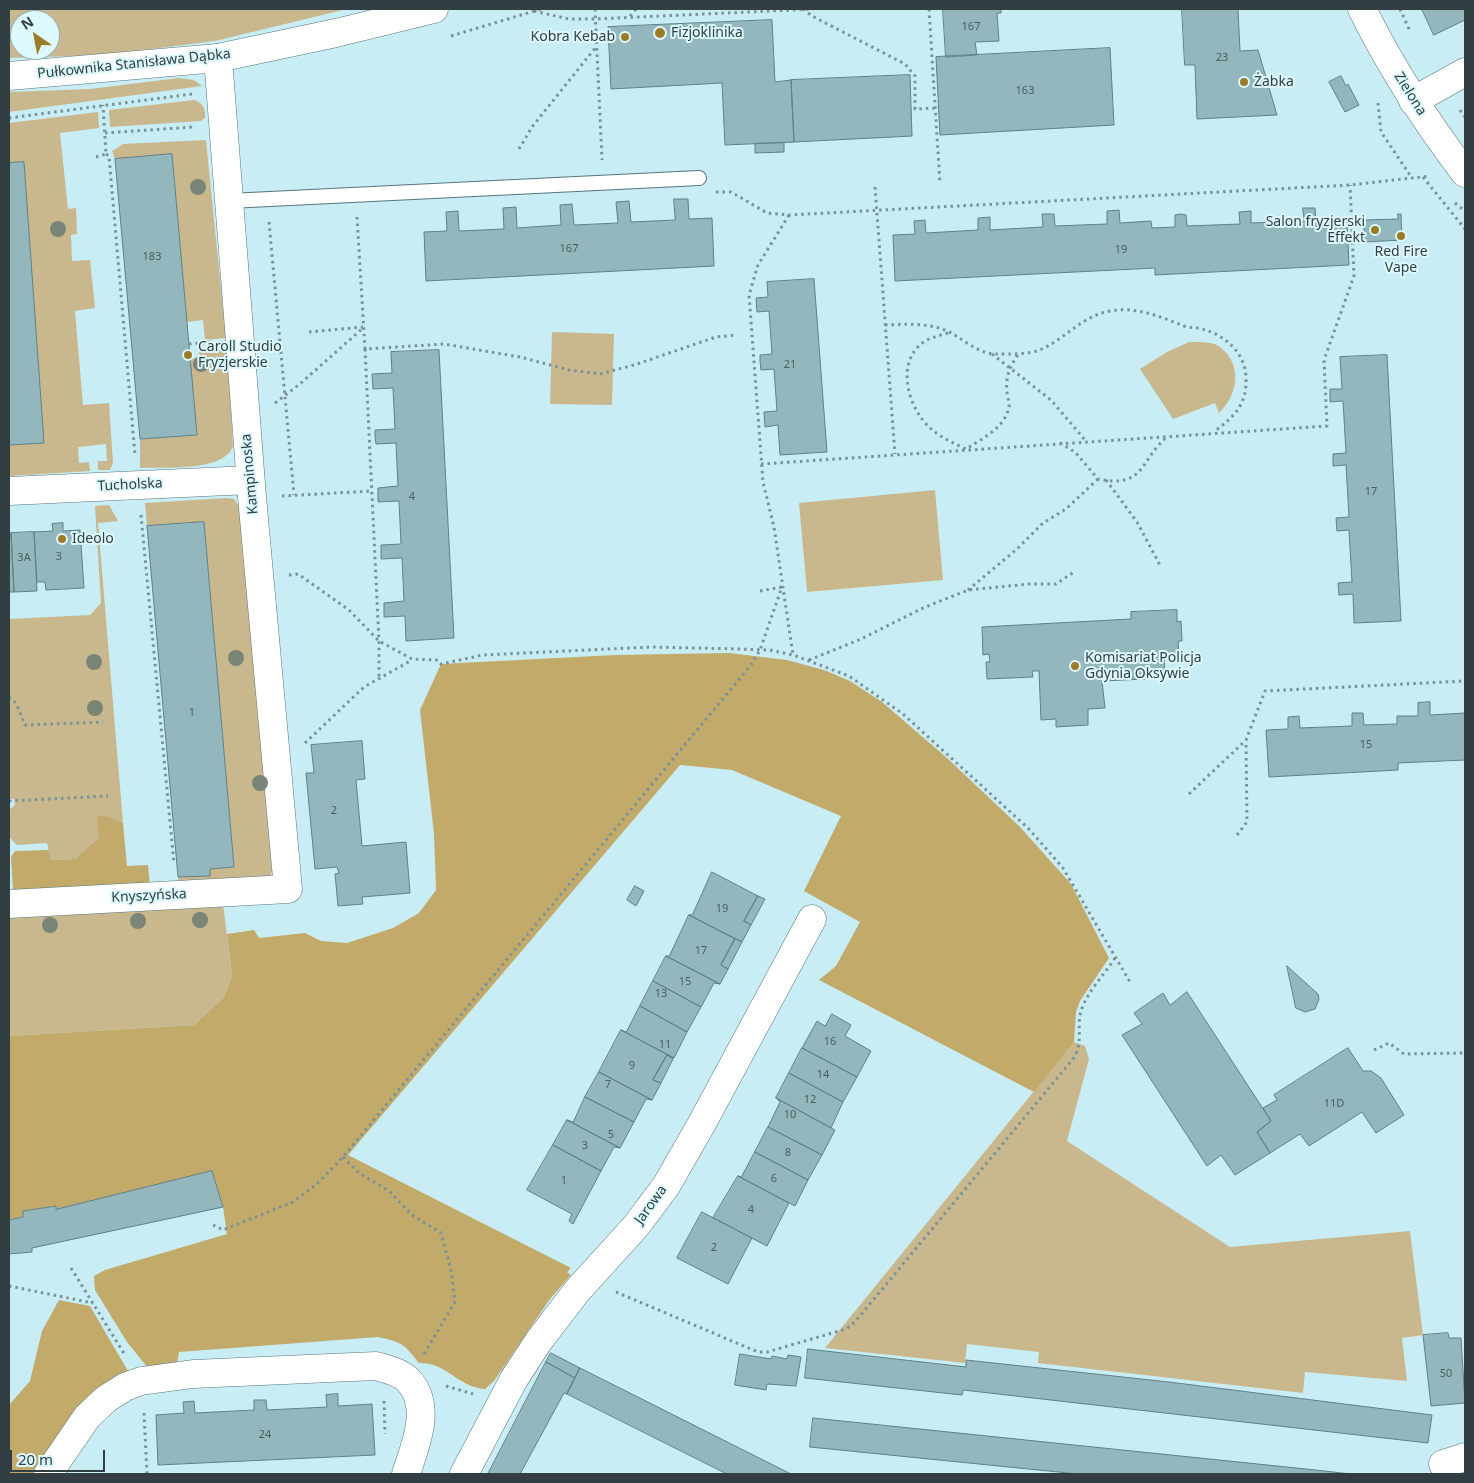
<!DOCTYPE html>
<html>
<head>
<meta charset="utf-8">
<style>
	body { margin:0 }
	#map { position:relative; width:1474px; height:1483px; overflow:hidden; background:#c9edf4; font-family:"Noto Sans",sans-serif }
	canvas { display:block }
	.frame { position:absolute; inset:0; border:10px solid #313f42; pointer-events:none }
	.north { position:absolute; left:10px; top:10px; width:50px; height:50px; box-sizing:border-box; background:#dcf9ff; border:1px solid #98afb3; border-radius:50%; rotate:327deg; font-size:14px; font-weight:700; line-height:20px; text-align:center; color:#313f42 }
	.north::after { content:''; display:block; margin:auto; width:18px; height:22px; background:#9a7c26; clip-path:polygon(50% 0,100% 100%,50% 72%,0 100%) }
	.scale { position:absolute; left:10px; top:1450px; width:95px; height:22px; box-sizing:border-box; border:2px solid #313f42; border-top:0; padding-left:6px; font-size:15px; line-height:18px; white-space:nowrap; color:#313f42; -webkit-text-stroke:4px #dcf9ff; paint-order:stroke }
</style>
</head>
<body>
<div id="map">
<canvas width="1474" height="1483"></canvas>
<div class="frame"></div>
<div class="north">N</div>
<div class="scale">20 m</div>
</div>
<script>
const context = document.querySelector('canvas').getContext('2d');
context.lineJoin = 'round';
function fillPath(path, color) {
  context.fillStyle = color;
  context.fill(path, 'evenodd');
}
function strokePath(path, color, width, dash) {
  context.strokeStyle = color;
  context.lineWidth = width;
  context.lineCap = dash ? 'butt' : 'round';
  context.setLineDash(dash || []);
  context.stroke(path);
}
function drawText(font, color, halo, rows, align = 'center') {
  context.font = font + ' "Noto Sans",sans-serif';
  context.lineWidth = 4;
  context.setLineDash([]);
  context.textBaseline = 'middle';
  context.strokeStyle = halo;
  context.fillStyle = color;
  for (const [text, x, y, turn = 0] of rows) {
    context.save();
    context.translate(x, y);
    context.rotate((+turn || 0) * Math.PI / 180);
    context.textAlign = isNaN(turn) ? turn : align;
    if (halo) context.strokeText(text, 0, 0);
    context.fillText(text, 0, 0);
    context.restore();
  }
}
fillPath(new Path2D(`
	M9 9H347L215 41 105 55 9 58ZM20 20H50V50H20Z
	M179 78 194 80 202 86 9 112V92L90 89Z
	M194 100C203 103 206 109 205 118L201 121 110 127 109 110Z
	M98 112 99 128 60 133 68 209 76 208 77 234 71 235 72 261 90 260 95 308 75 311 83 405 109 403 113 463 110 470H98V461H107L106 444 78 447 79 463 89 462 90 471 9 476V445L44 443 24 162 9 163V123Z
	M206 140 226 338 205 340 203 320 187 322 172 155 115 159 112 151 123 144Z
	M552 332 614 334 612 405 550 404Z
	M1189 342C1199 342 1212 341 1220 347 1243 365 1238 395 1219 413L1215 403 1173 419 1140 369 1167 352Z
	M227 347 233 446C225 472 163 467 140 468V439L197 435 190 359 200 358 199 351Z
	M935 490 943 580 807 592 799 503Z
	M227 498 234 499 242 510 272 872 269 878 178 883V877L210 876V869L234 867 204 522 147 526 145 503Z
	M109 505 118 521 98 523 123 823 113 818 99 837 75 859 51 860 47 843 17 845 10 838 9 810 15 805 14 799H9V619L90 615 101 603 95 506Z
	M223 904 232 975 224 997 194 1025 9 1036V915Z
	M1074 1042 1085 1046 1089 1059 1067 1141 1230 1247 1410 1231 1423 1335 1402 1338 1407 1381 1305 1372 1303 1393 1038 1363 1039 1352 967 1344 965 1363 825 1348Z`), '#c9b88e');
fillPath(new Path2D(`
	M729 653 787 660 824 670 850 681 882 702 947 758 1020 827 1071 884 1109 958 1080 1001 1076 1012 1074 1042 1034 1092 819 980 836 966 860 922 804 891 841 816 732 770 680 765 348 1155 571 1268 567 1272 571 1275 550 1299 494 1381 485 1389C457 1387 447 1362 419 1363 404 1344 402 1342 378 1337L179 1352 176 1368 152 1373 127 1342 95 1290 94 1276 105 1270 227 1234 223 1207 212 1171 56 1209 55 1206 23 1211V1217L9 1220V1036L194 1025 224 997 232 975 227 934 254 930 259 938 305 933 321 941 347 943 393 928 419 913 436 890 434 834 420 710 441 664 615 655Z
	M97 815 113 818 123 823 127 866 148 865 150 886 13 891 11 857 15 851 49 850 51 860 75 859 99 837Z
	M59 1300 90 1306 128 1371 127 1376 39 1474H9V1405L30 1381 42 1331Z`), '#c2aa6a');
const building = new Path2D(`
	M943 9H1001V13H997L999 41 975 42 977 55 946 57Z
	M1182 9H1238L1240 51 1258 50 1277 115 1197 119 1195 65H1185Z
	M1422 9H1465V20L1434 35Z
	M772 20 775 82 791 80 794 142 725 145 722 83 611 89 608 27Z
	M1110 48 1114 125 940 135 936 57Z
	M910 75 912 136 794 142 791 80Z
	M1341 76 1346 86 1348 84 1359 105 1345 112 1329 82Z
	M784 143V152L755 153V144Z
	M172 154 197 435 140 439 115 159Z
	M24 162 44 443 9 445V163Z
	M674 199H688L689 219 712 218 714 266 426 281 424 232 447 231 446 212 458 211 459 231 504 229 503 208 516 207 517 228 561 225 560 205 572 204 574 225 618 223 616 202 629 201 631 222 675 220Z
	M1303 208H1315L1316 220 1347 219 1349 265 1155 275V268L895 281 893 235 915 234 914 221 925 220 926 233 978 230V218L990 217V230L1043 227 1042 214H1054L1055 226 1107 224V211L1119 210 1120 223 1151 221 1152 228 1175 227V215L1181 214 1186 215 1187 226 1240 224 1239 212 1251 211V223L1304 221Z
	M1398 214H1401L1402 240 1365 242 1363 216 1365 220 1398 219Z
	M814 279 827 452 780 455 778 425 765 427 764 412 777 411 774 369 761 370 760 361V355L772 354 769 311 757 312 756 298 768 297 767 282Z
	M439 350 454 638 406 641 405 616 384 617V603L404 601 402 558 381 559V545L401 544 399 501 378 502V488L398 486 396 443 376 444 375 437V430L395 429 393 388 373 389 372 374 392 373 391 352Z
	M1387 355 1401 621 1354 623 1353 594 1339 595 1338 583 1352 582 1349 530 1337 531 1336 518 1349 517 1346 465 1333 466V454L1346 453 1343 401 1330 402V389H1342L1340 357Z
	M204 522 234 867 210 869V876L178 877 147 526Z
	M63 523V531L80 530 84 588 46 590 45 582H37L34 532 53 531 52 524Z
	M34 532 37 591 14 592 11 533Z
	M9 533H11L14 592H9Z
	M1177 610V622L1181 621 1182 641H1178L1179 655 1164 656 1165 678 1102 681 1105 708 1088 709V725L1056 727V719L1041 720 1039 671H1032L1033 677 987 679 986 662H990L989 654 983 655 982 627 1131 619V612Z
	M1430 702V715L1465 713V760L1398 763V770L1269 777 1266 730 1288 729V717L1299 716 1300 728 1352 726V713H1363L1364 725 1397 724V716H1418V703Z
	M362 741 365 779 356 780 362 846 406 842 410 893 362 897 363 904 338 906 335 874 339 873 337 867 315 869 306 773H314L311 745Z
	M712 872 758 896 744 921 751 925 742 942 689 915H692Z
	M635 886 644 891 636 906 627 900Z
	M758 896 765 899 751 925 744 921Z
	M689 915 735 939 721 965 728 969 720 984 666 956H669Z
	M735 939 742 942 728 969 721 965Z
	M666 956 720 984 714 983 701 1007 653 981Z
	M1287 966 1318 994 1319 999 1315 1009 1305 1012 1296 1008Z
	M653 981 701 1007 687 1032 640 1006Z
	M1187 992 1271 1121 1257 1132 1270 1153 1235 1175 1221 1155 1207 1166 1122 1035 1142 1024 1134 1013 1163 993 1170 1005Z
	M640 1006 687 1032 674 1058 621 1030 626 1032Z
	M832 1014 851 1025 845 1036 871 1051 857 1077 802 1048 817 1021 825 1026Z
	M621 1030 674 1058 667 1055 653 1080 661 1083 652 1100 599 1072Z
	M802 1048 857 1077 843 1102 789 1073Z
	M1348 1048 1363 1071H1371L1381 1078 1404 1115 1376 1133 1362 1112 1309 1146 1300 1134 1270 1153 1257 1132 1271 1121 1263 1108 1277 1100 1274 1095Z
	M667 1055 673 1059 661 1083 653 1080Z
	M599 1072 652 1100 646 1099 634 1122 585 1097Z
	M789 1073 843 1102 831 1128 776 1098Z
	M585 1097 634 1122 620 1148 567 1120 573 1122Z
	M776 1098 835 1130 822 1155 768 1127 780 1102Z
	M567 1120 620 1148 614 1147 601 1171 553 1145Z
	M768 1127 822 1155 808 1180 755 1152Z
	M553 1145 601 1171 573 1224 569 1221 572 1214 527 1190Z
	M755 1152 808 1180 795 1206 738 1176 741 1177Z
	M212 1171 223 1207 32 1248V1252L9 1254V1220L23 1217V1211L56 1206V1209Z
	M738 1176 789 1203 767 1246 713 1218Z
	M702 1212 752 1238 728 1284 677 1258Z
	M1448 1333 1449 1338H1461L1465 1403 1431 1406 1423 1335Z
	M808 1349 966 1367V1360L1169 1382 1432 1415 1428 1443 963 1390 962 1395 805 1378Z
	M551 1353 580 1368 575 1378 546 1362Z
	M740 1354 771 1359 772 1356 787 1359 788 1355 801 1357 796 1386 767 1384 766 1390 735 1385Z
	M546 1362 575 1378 567 1394 564 1393 520 1474H488Z
	M580 1368 791 1474H727L567 1394Z
	M338 1394V1406L372 1404 375 1455 158 1465 156 1415 184 1413 183 1402 194 1401 195 1413 254 1410V1400H266L267 1410 327 1407 326 1395Z
	M813 1418 1306 1469 1351 1474H1078L810 1447Z`);
fillPath(building, '#94b7be');
strokePath(building, '#5e8086', 1);
const service = new Path2D(`
	M229 201 699 178`);
const minor = new Path2D(`
	M1413 101 1465 72
	M9 491 250 480
	M9 904 288 889 252 497 218 58
	M1443 1464 1465 1457
	M48 1474 87 1417 106 1399 125 1387 141 1381 193 1374 376 1366C387 1369 400 1372 408 1380 433 1406 415 1446 406 1474
	M464 1474 514 1379 538 1342 577 1291 636 1226 666 1186 701 1125 812 919`);
const tertiary = new Path2D(`
	M1362 9C1391 67 1426 122 1465 173
	M9 76 218 58 336 33 434 9`);
strokePath(service, '#55767d', 16);
strokePath(minor, '#55767d', 29);
strokePath(tertiary, '#55767d', 29);
strokePath(new Path2D(`
	M595 9 602 160
	M803 9 812 16 905 64 915 76V109L935 108
	M929 9 940 184
	M1400 9 1410 31
	M534 11 569 19H595L814 9
	M630 16 636 9
	M451 36 541 9
	M1378 103 1381 132 1412 178
	M1460 110 1465 117
	M9 118 192 94
	M105 133 193 127
	M519 149 532 127 596 47
	M106 154 109 156 135 455
	M96 157 106 154 103 105
	M1423 177 1465 229
	M875 187 895 454
	M716 192H731L767 213 789 215 1350 185 1430 176
	M1455 203 1465 211
	M789 215 758 265 749 295 763 482 774 527 793 655
	M357 217 365 349 444 344 520 357 569 370 600 374 634 365 716 337 737 335
	M269 222 294 495
	M885 325C904 324 924 323 942 329 960 335 976 354 996 354 1010 354 1029 355 1042 349 1066 338 1082 316 1110 311 1136 306 1161 317 1184 326 1190 328 1196 327 1202 329 1226 335 1246 354 1246 379 1247 404 1234 417 1215 431
	M309 332 363 327
	M948 333C938 336 927 338 920 345 896 366 909 409 930 428 940 437 953 443 966 449 983 438 1005 428 1009 407 1010 402 1007 397 1007 392 1005 376 1011 365 1019 353
	M189 344 210 342
	M365 349 379 641V679
	M992 354 1051 400 1085 440
	M275 403 301 383 363 328
	M1060 443 1075 452 1098 479C1146 489 1139 460 1168 436
	M761 464 1327 426 1324 360 1354 276 1350 185
	M1106 480 1137 522 1161 567
	M282 496 372 491
	M141 515 174 864
	M289 575 298 574 349 610 379 641 412 659 438 660 441 664 483 655 651 647 738 649 770 650 793 655 849 676 903 714 1028 828 1063 868 1130 982
	M968 590 1017 549 1043 523 1066 509 1098 479
	M760 591 782 587
	M809 660 861 639 923 608 968 590 1029 584H1056L1074 572
	M9 697 16 703 25 725 103 722
	M305 743 364 687 412 660
	M1189 794 1246 740 1265 691 1465 681
	M9 801 108 796
	M1237 835 1247 822 1246 742
	M1374 1050 1389 1043 1404 1054 1465 1053
	M343 1157 359 1173 389 1191 412 1215 441 1233 451 1270 455 1302 424 1354
	M213 1225 223 1230 293 1202 318 1183 343 1157 751 665 760 650 782 587
	M71 1268 125 1355
	M9 1286 93 1303
	M616 1292 758 1352H767L846 1329 855 1322 1073 1059C1084 1042 1076 1028 1081 1011 1087 992 1104 975 1115 958
	M446 1386 473 1394
	M384 1401 385 1434
	M144 1413 147 1474`), '#799297', 3, [2.5, 4]);
strokePath(service, '#fff', 14);
strokePath(minor, '#fff', 28);
strokePath(tertiary, '#fff', 28);
context.fillStyle = '#7a8477';
for (const [x, y] of [
	[198,187],
	[58,229],
	[201,364],
	[236,658],
	[94,662],
	[95,708],
	[260,783],
	[200,920],
	[138,921],
	[50,925]
]) {
  context.beginPath();
  context.arc(x, y, 8, 0, 2 * Math.PI);
  context.fill();
}
for (const [x, y, r, color] of [
	[660,33,6,"#9a7c26"],
	[625,37,5,"#9a7c26"],
	[1244,82,5,"#9a7c26"],
	[1375,230,5,"#9a7c26"],
	[1401,236,5,"#9a7c26"],
	[188,355,5,"#9a7c26"],
	[62,539,5,"#9a7c26"],
	[1075,666,5,"#9a7c26"]
]) {
  const dot = new Path2D();
  dot.arc(x, y, r, 0, 2 * Math.PI);
  context.fillStyle = color;
  context.fill(dot);
  strokePath(dot, '#dcf9ff', 2);
}
drawText('11px', '#4a5d61', null, [
	["167",971,27],
	["23",1222,58],
	["163",1025,91],
	["167",569,249],
	["19",1121,250],
	["183",152,257],
	["21",790,365],
	["17",1371,492],
	["4",412,497],
	["3",59,557],
	["3A",24,558],
	["1",192,713],
	["15",1366,745],
	["2",334,811],
	["19",722,909],
	["17",701,951],
	["15",685,982],
	["13",661,994],
	["16",830,1042],
	["11",665,1045],
	["9",632,1066],
	["14",823,1075],
	["7",608,1085],
	["12",810,1100],
	["11D",1334,1104],
	["10",790,1115],
	["5",611,1135],
	["3",585,1146],
	["8",788,1153],
	["6",774,1179],
	["1",564,1181],
	["4",751,1210],
	["2",714,1248],
	["50",1446,1374],
	["24",265,1435]
]);
drawText('14px', '#313f42', '#dcf9ff', [
	["Fizjoklinika",671,33],
	["Kobra Kebab",615,37,"right"],
	["Żabka",1254,82],
	["Salon fryzjerski",1365,222,"right"],
	["Effekt",1365,238,"right"],
	["Red Fire",1401,252,"center"],
	["Vape",1401,268,"center"],
	["Caroll Studio",198,347],
	["Fryzjerskie",198,363],
	["Ideolo",72,539],
	["Komisariat Policja",1085,658],
	["Gdynia Oksywie",1085,674]
], 'left');
drawText('14px', '#313f42', '#dcf9ff', [
	["Pułkownika Stanisława Dąbka",134,64,-6],
	["Zielona",1410,94,58],
	["Kampinoska",250,474,-95],
	["Tucholska",130,485,-3],
	["Knyszyńska",149,896,-3],
	["Jarowa",651,1205,-54]
]);
</script>
</body>
</html>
________________
◆ **PROBLEM TO SOLVE**
In the listing above, find the line with "M1189 794 1246 740 1265 691 1465 681" and the line with "M9 1286 93 1303"; output exactly those lines and all lines between them.

◆ **RESPONSE**
	M1189 794 1246 740 1265 691 1465 681
	M9 801 108 796
	M1237 835 1247 822 1246 742
	M1374 1050 1389 1043 1404 1054 1465 1053
	M343 1157 359 1173 389 1191 412 1215 441 1233 451 1270 455 1302 424 1354
	M213 1225 223 1230 293 1202 318 1183 343 1157 751 665 760 650 782 587
	M71 1268 125 1355
	M9 1286 93 1303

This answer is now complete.